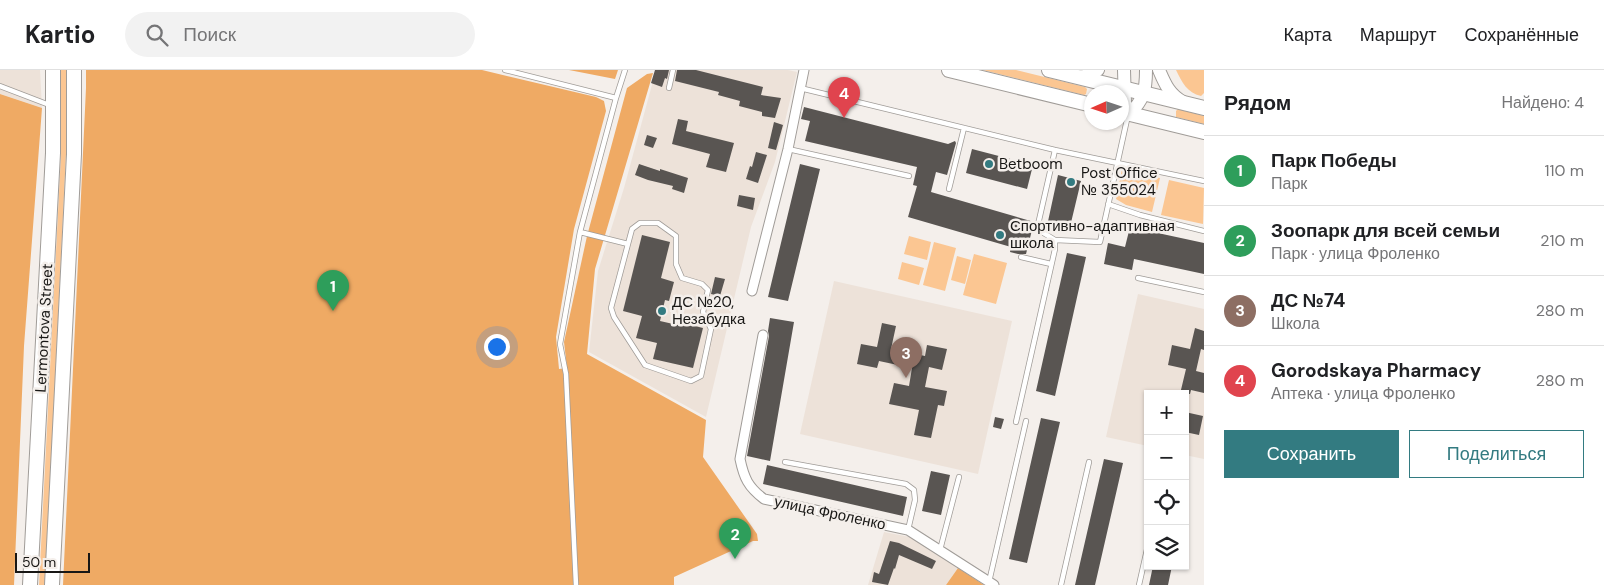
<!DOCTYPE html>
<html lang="ru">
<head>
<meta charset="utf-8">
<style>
	:root { --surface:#fff; --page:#f2f2f2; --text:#202124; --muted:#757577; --line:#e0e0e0; --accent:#337b81 }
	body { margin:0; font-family:"DM Sans",sans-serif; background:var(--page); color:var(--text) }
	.controls { position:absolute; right:15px; bottom:15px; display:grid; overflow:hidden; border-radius:0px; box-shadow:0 1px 4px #0004 }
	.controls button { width:45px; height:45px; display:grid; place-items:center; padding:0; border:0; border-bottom:1px solid var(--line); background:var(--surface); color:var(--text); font:25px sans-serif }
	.compass { position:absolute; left:1084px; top:15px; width:45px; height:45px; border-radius:50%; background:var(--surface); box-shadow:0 1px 4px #0004; rotate:267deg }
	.scale { position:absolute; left:15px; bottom:12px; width:75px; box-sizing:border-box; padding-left:5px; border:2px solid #181715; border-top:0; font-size:14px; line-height:18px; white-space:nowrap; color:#181715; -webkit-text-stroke:4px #f4efeb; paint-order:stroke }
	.you { position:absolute; left:496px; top:276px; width:18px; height:18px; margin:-12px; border:4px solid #fff; border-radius:50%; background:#1a73e8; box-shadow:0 0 0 8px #1a73e833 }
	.badge { display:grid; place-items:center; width:32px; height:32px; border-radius:50%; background:var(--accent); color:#fff; font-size:16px; font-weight:700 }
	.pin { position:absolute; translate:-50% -41px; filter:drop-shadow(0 1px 2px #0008) }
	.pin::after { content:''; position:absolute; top:26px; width:18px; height:15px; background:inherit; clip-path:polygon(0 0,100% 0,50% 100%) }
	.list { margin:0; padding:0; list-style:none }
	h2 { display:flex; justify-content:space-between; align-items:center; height:65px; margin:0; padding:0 20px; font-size:21px }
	h2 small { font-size:16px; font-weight:400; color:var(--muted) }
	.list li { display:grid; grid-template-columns:32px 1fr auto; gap:15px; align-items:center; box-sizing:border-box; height:70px; padding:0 20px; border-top:1px solid var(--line) }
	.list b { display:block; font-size:19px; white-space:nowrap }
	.list p { margin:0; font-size:16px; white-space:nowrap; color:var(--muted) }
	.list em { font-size:16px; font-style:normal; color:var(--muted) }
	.actions { display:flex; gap:10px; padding:15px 20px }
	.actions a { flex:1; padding:11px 0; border:1px solid var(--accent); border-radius:0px; text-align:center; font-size:18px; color:var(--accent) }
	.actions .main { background:var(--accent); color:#fff }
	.icon { flex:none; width:28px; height:28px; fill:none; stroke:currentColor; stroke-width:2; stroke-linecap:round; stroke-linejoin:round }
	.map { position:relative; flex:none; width:1204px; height:515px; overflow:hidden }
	header { display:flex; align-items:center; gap:30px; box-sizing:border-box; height:70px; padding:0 25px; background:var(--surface); border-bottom:1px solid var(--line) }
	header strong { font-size:24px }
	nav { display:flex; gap:28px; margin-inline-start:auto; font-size:18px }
	.search { width:350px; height:45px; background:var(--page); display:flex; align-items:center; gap:12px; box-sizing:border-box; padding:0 18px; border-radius:28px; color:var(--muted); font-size:19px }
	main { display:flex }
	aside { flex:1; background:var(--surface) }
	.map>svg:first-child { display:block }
</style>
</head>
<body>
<header>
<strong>Kartio</strong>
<div class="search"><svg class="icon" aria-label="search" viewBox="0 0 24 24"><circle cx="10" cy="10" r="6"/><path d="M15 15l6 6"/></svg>Поиск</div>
<nav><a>Карта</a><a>Маршрут</a><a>Сохранённые</a></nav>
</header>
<main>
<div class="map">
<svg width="1204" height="515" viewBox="0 0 1204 515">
	<rect width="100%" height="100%" fill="#f4efeb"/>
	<path fill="#ede2d9" d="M0,0H40L42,38L0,24Z
		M656,0H788L797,2L775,92L751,157L706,347L589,282L598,201L624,118Z
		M834,211L1012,251L978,404L800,364Z
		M1138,224L1204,239V389L1185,385V324H1148V376L1106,367Z
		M884,462L910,467L958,498L946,515H868Z"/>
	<path fill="#fbc692" d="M61,0H66V84L45,515H39L61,84Z
		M983,0H1016L1085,17L1087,19L1086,24L1084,25Z
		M1176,0H1204V23L1201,26C1187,23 1182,12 1176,0Z
		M1178,39L1204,46V54L1176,47V41Z
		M1122,99L1160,108L1152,142L1126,135L1116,129Z
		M1169,110L1204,118L1203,154L1161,145Z
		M909,166L931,172L927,190L904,184Z
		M934,172L956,178L945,221L923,215Z
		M974,184L1007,193L996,234L963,225Z
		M957,186L971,190L965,214L951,210Z
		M902,192L924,198L919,215L898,209Z"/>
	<path fill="#efaa64" d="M86,0H482L596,27L604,31L606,41L574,159L556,267L559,299L567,298L564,272L587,166L627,18L647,4L653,3L595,199L587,284L706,350L703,387L757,464L758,471H753L674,507V515H63L86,18Z
		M569,0H618L615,9Z
		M0,24L42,38L24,276L14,515H0Z
		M958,498L984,515H946Z"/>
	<path fill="#595552" d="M655,0H669L667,9L665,8L662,17L651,13Z
		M677,0H696L763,17L761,25L781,28L775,48L762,46V42L739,36L740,31L718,25L719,22L675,11Z
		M804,37L948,74L955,71L956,73L947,105L936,102L931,122L1034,152L1026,184H1018L1010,182L1011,177L908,147L917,116L913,115L917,97L805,71L810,51L801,49Z
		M678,49L688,51L686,61L734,73L726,102L706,97L710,84L672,74Z
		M774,52L783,55L776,80L768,78Z
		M647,65L657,68L653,78L644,75Z
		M972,79L1033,95L1027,119L966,103Z
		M756,82L767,85L758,113L746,109L750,96L752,97Z
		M639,94L660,101V99L688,108L684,123L672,119L673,116L648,110L635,105Z
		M800,94L820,99L788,231L768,227Z
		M1058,105L1081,111L1069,161L1047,156Z
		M739,125L755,128L753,140L737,136Z
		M1130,157L1204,173V204L1134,189L1132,200L1104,194L1108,173L1125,177Z
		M642,165L670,172L661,208L674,212L669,231L665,230L660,251L682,256L683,253L703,258L693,298L653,289L657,273L636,268L642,246L623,241Z
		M1067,183L1086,187L1055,326L1036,321Z
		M715,207L725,209L720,226L711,224Z
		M770,248L794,252L770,391L747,386L769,266L768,261Z
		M882,253L896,256L891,279L925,286L927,275L947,279L942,300L929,297L925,317L947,321L944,336L938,335L931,368L914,365L919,340L889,334L894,313L909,316L912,298L879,291L877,298L857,294L861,274L877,277Z
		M1195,258L1204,261V280L1201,279L1196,301L1204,303V323L1191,320L1190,324H1180L1186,299L1168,295L1172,275L1190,279Z
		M1185,342L1203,346L1199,365L1185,362Z
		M995,347L1004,349L1001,359L993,357Z
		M1041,348L1060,352L1027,493L1009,489Z
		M1104,389L1123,393L1095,515H1075Z
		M767,395L907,427L903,446L763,414Z
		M931,401L950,405L941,445L922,441Z
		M890,471L899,473L936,491L932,499L899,485L895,499L894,498L888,515L872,512L874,502L879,504Z
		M1153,496H1172L1168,515H1149Z"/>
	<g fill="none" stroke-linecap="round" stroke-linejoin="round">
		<defs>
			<path id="service" d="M505,0L616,28
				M0,16L52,36
				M669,18L673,0
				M800,18L1055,80L1204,111
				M788,79L909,106
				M1055,80L1037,159L1055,170L1100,172L1128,45
				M949,119L964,58
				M1108,134L1140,145L1204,161
				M580,162L628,174L632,159L640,153H658L676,166V194L682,208L702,214L708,220L703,242L711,259L701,306L691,311L645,295L614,247L611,238L628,174
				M1021,187L1051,194
				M1138,208L1204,222
				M1016,352L1055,179V170
				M785,392L906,414L914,420L915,430L908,460
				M940,480L959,407
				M989,512L1026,351
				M576,515L566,304L560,274L580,162L616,28L625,0
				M1061,515L1089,392
				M1139,515L1148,475"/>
			<path id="minor" d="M752,221L788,79L804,0
				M763,265L740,389C744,408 748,417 764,429L908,460L994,515"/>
			<path id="secondary" d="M1124,0L1125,33L1129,44C1144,30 1146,20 1146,0
				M1159,0C1165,14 1169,24 1183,32
				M1078,7L1090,5L1098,0"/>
			<path id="primary" d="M949,0L1092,35
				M1049,0L1204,38
				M1122,42L1204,62
				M30,515L53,83V0
				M52,515L74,84V0"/>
		</defs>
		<use href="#service" stroke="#a09c98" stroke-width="6"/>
		<use href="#minor" stroke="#a09c98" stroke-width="11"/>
		<use href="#secondary" stroke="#a09c98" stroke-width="14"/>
		<use href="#primary" stroke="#a09c98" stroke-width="16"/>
		<use href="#service" stroke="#fff" stroke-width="4.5"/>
		<use href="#minor" stroke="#fff" stroke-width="9"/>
		<use href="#secondary" stroke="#fff" stroke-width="12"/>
		<use href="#primary" stroke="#fff" stroke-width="14"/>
	</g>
	<g fill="#337b81" stroke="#f4efeb" stroke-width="2">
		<circle cx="989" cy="94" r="5"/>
		<circle cx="1071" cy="112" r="5"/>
		<circle cx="1000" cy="165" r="5"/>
		<circle cx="662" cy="241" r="5"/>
	</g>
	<g text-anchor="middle" stroke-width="5" stroke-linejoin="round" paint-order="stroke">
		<g font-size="15" fill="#181715" stroke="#f4efeb" text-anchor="start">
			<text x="999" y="99">Betboom</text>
			<text x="1081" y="108">Post Office<tspan x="1081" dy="17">№ 355024</tspan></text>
			<text x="1010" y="161">Спортивно-адаптивная<tspan x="1010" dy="17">школа</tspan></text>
			<text x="672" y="237">ДС №20,<tspan x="672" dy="17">Незабудка</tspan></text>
		</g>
		<g font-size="15" fill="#181715" stroke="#f4efeb">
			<text transform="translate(44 258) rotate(-87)" y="5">Lermontova Street</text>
			<text transform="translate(830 443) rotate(12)" y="5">улица Фроленко</text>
		</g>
	</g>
</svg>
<div class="controls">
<button>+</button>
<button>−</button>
<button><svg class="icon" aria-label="locate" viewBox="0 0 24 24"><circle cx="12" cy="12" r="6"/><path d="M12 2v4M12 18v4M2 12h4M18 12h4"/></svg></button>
<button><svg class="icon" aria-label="layers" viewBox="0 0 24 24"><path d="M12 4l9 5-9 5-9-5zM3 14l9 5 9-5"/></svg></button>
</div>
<svg class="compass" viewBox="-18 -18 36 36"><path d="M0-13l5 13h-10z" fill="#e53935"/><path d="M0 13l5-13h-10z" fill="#757577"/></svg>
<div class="scale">50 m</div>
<div class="you"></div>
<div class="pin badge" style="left:333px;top:241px;background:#2e9e5b">1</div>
<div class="pin badge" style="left:735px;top:489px;background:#2e9e5b">2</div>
<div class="pin badge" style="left:906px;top:308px;background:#8d6e63">3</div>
<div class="pin badge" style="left:844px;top:48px;background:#e0444e">4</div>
</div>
<aside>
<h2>Рядом<small>Найдено: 4</small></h2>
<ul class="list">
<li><span class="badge" style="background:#2e9e5b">1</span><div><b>Парк Победы</b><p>Парк</p></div><em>110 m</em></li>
<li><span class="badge" style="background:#2e9e5b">2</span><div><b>Зоопарк для всей семьи</b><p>Парк · улица Фроленко</p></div><em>210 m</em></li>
<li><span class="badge" style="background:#8d6e63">3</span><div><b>ДС №74</b><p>Школа</p></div><em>280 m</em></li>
<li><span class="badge" style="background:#e0444e">4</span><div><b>Gorodskaya Pharmacy</b><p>Аптека · улица Фроленко</p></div><em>280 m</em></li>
</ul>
<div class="actions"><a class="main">Сохранить</a><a>Поделиться</a></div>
</aside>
</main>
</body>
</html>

# # #

Description of the task: Counting only those lines of the data above where the word "body" appears, give the number and nothing more.

Solution to this problem: 3